If we get into the area where either there's disruption of the flow of energy to our economy or there  you're in a price spikes that stay there too long, we'll find ourselves in a situation where it could put at risk our prosperity, and that's a very serious problem and you have to go back and say, well, where's Al Gore been all this time.

He's been vice president for seven and a half years, he talks about energy all the time, he's the one whose advocated higher prices for energy. He's the one who advocated the Kyoto treaty, he's the guy who voted to raise gasoline taxes and cast the tie-breaking vote in the Senate in 93, it's his book, "Earth in the Balance," that calls for higher taxes on all fossil fuels. But all of a sudden, six weeks out before the election, he wants to release oil from the strategic reserve in order to score political points.
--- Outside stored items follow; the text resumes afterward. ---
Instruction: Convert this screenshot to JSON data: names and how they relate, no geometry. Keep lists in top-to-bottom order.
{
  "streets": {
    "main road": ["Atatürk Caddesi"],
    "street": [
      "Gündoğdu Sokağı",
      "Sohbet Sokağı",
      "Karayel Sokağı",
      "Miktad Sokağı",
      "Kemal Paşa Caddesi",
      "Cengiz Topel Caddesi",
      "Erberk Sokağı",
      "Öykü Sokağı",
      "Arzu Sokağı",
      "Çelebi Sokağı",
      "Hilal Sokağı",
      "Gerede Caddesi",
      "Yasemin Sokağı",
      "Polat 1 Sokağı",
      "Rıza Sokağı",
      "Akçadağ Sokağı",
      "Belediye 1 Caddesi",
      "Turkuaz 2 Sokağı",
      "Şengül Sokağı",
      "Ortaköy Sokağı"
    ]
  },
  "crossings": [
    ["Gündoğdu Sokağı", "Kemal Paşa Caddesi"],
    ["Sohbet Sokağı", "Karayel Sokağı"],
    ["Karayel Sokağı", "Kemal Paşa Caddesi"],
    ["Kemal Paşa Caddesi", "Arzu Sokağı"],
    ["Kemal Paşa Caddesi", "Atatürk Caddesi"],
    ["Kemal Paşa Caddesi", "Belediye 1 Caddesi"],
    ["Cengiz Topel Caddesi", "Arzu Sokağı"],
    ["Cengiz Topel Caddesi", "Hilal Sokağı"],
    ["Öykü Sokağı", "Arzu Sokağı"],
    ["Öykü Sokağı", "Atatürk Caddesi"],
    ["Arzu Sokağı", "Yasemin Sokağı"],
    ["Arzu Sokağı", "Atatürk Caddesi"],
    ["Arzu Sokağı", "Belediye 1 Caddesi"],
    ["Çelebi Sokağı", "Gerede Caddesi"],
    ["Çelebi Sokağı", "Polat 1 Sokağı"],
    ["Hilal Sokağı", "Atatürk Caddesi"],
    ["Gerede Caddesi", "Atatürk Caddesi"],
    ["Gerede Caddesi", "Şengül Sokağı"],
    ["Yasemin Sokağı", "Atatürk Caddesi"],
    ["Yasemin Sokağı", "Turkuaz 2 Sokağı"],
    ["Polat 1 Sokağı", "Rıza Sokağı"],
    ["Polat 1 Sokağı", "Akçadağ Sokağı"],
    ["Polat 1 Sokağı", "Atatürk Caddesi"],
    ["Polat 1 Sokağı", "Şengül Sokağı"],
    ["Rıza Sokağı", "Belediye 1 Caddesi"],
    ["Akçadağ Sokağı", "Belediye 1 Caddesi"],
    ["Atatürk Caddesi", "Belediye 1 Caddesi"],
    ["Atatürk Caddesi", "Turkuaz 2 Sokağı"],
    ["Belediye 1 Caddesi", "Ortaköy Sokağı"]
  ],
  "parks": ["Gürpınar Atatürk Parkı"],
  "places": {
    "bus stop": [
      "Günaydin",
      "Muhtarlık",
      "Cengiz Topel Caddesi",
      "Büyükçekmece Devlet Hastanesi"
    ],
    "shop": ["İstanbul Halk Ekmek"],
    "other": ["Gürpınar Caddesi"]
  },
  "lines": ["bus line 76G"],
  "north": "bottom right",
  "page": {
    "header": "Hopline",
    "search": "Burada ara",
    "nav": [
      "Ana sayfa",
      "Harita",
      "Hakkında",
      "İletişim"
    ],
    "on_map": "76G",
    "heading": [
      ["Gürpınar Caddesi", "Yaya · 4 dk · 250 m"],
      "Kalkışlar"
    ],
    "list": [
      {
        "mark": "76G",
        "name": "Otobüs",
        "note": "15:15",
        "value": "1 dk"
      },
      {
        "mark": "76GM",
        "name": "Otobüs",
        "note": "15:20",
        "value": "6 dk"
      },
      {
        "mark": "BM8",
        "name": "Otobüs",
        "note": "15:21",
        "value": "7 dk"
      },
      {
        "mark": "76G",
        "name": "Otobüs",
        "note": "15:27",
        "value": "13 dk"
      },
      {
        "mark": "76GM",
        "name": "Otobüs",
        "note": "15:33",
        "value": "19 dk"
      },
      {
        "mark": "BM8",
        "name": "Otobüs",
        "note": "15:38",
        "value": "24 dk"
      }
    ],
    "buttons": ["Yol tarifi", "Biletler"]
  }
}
Final point  and then I'll talk  you obviously hit something I care a lot about  is the purpose of the reserve. Gore said this week that  Al Gore said this week that he was there when they first began to put together the Strategic Petroleum Reserve. He wasn't; I was. President Ford signed that legislation in 1975. I was then working for him in the White House.

SNOW: But he was there when they started putting oil into the ground which was not till '77.

CHENEY: Seventy-seven, but he didn't get elected to Congress until '76, so that whole debate in setting up the reserve and the rationale for setting it up was, in fact, happened before he arrived in Congress. And it was done with a specific purpose in mind to being able to guard against a national disaster, a war-time scenario, a major interruption in the flow of oil to the U.S. economy, not for tweaking prices six weeks before the election.

-- Maria (anon@ymous.com), September 26, 2000


Thank you Maria.

-- nothere nothere (notherethere@hotmail.com), September 26, 2000.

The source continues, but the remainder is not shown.